Required action: For the entries below, how many lines include the word "buttons"? Give the figure and nothing more.

** Excerpted records follows **

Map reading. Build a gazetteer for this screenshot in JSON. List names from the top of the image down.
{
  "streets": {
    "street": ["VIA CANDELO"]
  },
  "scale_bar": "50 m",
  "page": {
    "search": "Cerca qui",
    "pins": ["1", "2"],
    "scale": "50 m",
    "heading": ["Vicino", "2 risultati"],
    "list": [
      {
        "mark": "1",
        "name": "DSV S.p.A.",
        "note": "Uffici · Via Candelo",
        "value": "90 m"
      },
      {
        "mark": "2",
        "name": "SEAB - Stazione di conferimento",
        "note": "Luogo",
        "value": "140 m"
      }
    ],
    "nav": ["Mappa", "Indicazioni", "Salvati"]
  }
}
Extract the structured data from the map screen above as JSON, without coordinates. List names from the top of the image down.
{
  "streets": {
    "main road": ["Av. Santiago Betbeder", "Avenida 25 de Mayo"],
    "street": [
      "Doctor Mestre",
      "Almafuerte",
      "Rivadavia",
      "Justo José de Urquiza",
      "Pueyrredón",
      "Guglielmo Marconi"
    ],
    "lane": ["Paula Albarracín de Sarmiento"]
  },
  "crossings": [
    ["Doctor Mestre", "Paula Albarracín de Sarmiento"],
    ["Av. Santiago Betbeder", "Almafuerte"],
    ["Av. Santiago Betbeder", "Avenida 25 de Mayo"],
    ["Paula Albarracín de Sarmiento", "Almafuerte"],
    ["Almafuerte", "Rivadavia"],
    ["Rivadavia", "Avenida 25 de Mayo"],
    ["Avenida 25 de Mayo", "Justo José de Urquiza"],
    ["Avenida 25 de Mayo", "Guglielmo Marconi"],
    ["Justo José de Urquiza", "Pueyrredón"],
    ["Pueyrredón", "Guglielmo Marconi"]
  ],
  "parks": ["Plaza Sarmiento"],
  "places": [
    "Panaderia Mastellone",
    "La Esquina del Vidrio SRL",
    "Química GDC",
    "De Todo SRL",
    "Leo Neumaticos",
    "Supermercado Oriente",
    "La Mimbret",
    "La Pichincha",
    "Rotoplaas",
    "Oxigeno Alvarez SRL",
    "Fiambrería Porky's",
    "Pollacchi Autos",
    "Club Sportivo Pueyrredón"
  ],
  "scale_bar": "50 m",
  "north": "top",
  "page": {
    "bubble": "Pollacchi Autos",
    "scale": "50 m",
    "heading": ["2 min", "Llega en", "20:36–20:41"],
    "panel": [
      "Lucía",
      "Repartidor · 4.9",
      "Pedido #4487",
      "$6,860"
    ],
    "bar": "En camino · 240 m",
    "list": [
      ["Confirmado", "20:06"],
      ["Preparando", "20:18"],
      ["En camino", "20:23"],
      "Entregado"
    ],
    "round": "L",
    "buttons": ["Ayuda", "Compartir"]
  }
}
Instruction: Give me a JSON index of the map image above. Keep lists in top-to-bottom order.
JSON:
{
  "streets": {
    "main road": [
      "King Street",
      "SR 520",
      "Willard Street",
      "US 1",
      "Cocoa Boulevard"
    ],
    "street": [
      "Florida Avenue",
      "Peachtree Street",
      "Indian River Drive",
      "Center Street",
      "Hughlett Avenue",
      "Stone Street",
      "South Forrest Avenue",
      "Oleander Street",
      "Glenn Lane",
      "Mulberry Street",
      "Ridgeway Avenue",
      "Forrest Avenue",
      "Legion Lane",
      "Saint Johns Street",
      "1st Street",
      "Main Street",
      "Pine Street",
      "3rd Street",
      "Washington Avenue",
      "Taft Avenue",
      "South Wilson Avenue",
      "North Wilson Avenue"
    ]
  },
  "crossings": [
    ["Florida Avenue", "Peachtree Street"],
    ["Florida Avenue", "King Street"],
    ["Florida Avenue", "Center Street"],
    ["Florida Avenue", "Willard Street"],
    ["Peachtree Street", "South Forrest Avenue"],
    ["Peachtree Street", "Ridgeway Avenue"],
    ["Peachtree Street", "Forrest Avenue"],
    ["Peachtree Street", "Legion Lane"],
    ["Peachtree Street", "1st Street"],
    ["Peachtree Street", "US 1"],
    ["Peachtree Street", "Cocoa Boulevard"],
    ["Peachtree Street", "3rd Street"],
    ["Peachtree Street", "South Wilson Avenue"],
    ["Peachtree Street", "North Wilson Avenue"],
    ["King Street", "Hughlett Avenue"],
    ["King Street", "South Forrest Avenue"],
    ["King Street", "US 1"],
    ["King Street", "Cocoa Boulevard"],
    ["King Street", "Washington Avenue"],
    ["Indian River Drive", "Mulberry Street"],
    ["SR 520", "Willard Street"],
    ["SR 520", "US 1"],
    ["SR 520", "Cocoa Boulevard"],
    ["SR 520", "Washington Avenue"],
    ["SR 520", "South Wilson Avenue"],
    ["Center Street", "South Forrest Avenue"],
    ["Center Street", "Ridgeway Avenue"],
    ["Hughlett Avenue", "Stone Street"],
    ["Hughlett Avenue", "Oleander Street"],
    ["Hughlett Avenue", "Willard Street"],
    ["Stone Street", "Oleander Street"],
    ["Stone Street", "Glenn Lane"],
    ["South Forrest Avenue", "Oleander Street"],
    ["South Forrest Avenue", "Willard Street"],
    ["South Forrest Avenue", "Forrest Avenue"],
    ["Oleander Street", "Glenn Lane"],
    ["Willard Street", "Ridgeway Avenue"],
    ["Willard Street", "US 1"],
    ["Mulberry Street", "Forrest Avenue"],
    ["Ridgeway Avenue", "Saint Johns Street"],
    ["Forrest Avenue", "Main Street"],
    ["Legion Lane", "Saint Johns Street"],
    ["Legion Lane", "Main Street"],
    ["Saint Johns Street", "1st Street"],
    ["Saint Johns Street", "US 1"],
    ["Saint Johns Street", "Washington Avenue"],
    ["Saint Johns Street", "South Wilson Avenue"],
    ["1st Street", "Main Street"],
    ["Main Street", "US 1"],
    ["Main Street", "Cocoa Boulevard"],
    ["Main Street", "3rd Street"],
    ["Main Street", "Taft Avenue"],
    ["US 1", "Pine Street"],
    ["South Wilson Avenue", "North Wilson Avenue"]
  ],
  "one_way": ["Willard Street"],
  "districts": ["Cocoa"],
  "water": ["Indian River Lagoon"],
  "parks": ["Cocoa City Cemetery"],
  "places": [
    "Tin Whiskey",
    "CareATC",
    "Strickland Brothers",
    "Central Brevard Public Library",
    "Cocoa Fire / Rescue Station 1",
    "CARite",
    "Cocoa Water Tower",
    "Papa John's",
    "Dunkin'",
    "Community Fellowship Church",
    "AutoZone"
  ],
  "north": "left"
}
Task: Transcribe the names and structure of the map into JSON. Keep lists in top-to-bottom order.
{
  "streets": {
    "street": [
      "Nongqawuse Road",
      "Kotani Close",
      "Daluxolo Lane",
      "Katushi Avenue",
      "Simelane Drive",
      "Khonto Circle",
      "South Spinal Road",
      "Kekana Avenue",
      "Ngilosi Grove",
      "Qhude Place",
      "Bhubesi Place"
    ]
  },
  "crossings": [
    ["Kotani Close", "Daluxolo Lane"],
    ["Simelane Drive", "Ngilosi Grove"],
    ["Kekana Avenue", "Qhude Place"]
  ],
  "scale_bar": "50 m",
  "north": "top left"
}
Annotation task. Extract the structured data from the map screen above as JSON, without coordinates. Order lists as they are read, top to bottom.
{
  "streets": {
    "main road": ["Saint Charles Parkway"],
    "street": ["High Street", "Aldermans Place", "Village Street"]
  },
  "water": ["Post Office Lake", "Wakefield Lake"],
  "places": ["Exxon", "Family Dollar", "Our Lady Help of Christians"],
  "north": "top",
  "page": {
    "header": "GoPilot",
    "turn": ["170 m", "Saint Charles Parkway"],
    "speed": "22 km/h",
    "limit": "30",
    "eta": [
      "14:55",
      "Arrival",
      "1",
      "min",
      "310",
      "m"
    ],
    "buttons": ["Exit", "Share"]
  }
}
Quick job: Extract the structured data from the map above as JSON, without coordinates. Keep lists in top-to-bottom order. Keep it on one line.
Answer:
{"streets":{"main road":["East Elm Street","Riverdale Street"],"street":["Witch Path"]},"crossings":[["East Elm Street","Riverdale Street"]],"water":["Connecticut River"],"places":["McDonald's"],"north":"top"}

** End of Excerpted records **

Solved exercise: 2